And Reader Carla added: “It’s early October and I am cynical that a little exuberant bounce is anything but that. Perhaps it’s just inflation, but to my perception, despite the correction, prices still look high.
“From my perspective, some equities are just beginning to come into buying range and I’m patiently waiting for more downdraft drama. I do remember 2008 very well and had a marvelous time shopping: Diamonds are a girl’s best friend, especially when they are high grade and priced deliciously.”
Meanwhile, on the topic of the Fed, Reader Michael C. said: “It troubles me to think, no less suggest this, but I don’t believe that the Fed can, or will, increase the interest rates by more than 0.25%. As our national debt rolls over, it (most of it) must be recast, and if interest rates begin increasing, our medium-, and long-term debt repayments will swell beyond our ability to repay it in a sensible fashion.
“The fix to this problem would be to increase all forms of taxes (federal), but there is little stomach for that solution, especially in a political season. There are solutions, but they, as they always have been, are very painful.”
And Reader Alan W. weighed in on the topic of employment, saying: “Jobs — good jobs, with insurance and retirement plans — are missing in action. We gave them all away to Mexico and China. Without them, the golden goose is missing some eggs.
“We are in a transformation between manufacturing jobs to the information age, with much less need for humans that get paid decent for doing the mundane. It’s hard to drive an economy this size on less and less workers with less and less payroll to tax. Debt loads are way out of control. We can’t afford all the goodies our governments are giving away.”

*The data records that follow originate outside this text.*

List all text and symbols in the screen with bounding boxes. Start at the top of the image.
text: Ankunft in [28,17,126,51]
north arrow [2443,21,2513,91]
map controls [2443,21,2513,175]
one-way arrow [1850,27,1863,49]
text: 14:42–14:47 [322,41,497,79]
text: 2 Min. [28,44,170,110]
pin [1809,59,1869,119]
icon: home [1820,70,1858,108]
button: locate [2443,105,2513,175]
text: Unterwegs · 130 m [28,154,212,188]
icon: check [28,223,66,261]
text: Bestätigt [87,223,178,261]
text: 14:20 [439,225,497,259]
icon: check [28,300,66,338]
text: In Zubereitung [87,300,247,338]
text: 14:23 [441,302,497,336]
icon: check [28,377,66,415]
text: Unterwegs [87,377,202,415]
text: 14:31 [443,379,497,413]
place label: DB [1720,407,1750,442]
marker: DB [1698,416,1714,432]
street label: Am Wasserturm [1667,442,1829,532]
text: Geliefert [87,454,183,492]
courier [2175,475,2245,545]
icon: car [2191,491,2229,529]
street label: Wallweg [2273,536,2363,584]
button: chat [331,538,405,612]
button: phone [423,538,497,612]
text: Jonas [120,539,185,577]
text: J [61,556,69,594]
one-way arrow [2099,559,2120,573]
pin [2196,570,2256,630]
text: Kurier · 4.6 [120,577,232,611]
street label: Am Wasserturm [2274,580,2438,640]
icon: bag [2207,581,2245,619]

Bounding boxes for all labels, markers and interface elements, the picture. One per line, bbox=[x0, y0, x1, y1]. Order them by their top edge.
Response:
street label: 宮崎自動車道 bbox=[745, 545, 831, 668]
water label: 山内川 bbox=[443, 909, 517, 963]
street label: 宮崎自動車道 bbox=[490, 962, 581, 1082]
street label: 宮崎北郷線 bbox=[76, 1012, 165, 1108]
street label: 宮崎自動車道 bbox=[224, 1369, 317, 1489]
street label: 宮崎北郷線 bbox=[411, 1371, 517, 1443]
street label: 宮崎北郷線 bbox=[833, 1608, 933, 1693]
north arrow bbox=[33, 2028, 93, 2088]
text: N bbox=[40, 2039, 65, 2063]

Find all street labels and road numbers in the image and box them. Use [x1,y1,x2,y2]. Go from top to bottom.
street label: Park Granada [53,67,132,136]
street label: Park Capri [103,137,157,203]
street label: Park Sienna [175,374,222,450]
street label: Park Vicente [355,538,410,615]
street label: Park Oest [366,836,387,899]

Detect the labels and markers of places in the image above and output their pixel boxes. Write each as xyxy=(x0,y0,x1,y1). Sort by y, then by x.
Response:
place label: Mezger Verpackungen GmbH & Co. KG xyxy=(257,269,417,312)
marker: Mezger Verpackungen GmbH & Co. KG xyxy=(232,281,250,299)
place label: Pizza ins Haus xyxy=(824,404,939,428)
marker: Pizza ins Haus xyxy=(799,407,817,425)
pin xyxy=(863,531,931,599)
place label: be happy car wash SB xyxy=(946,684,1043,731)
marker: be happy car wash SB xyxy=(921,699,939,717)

Great thoughts all around, and I appreciate you sharing them. It’s obvious to me that this economic recovery is sorely lacking compared with what we’ve seen in other post-recessionary periods. The list of headwinds is long, and the list of potential solutions that might actually see the light of day is short.
Now, it looks like even the anemic recovery is succumbing to a multitude of domestic and overseas threats. I believe that’s a tough environment in which to buy stocks, despite the rally of the past couple days.
Agree? Disagree? Something in between? Then let me hear about it over at the Money and Markets website.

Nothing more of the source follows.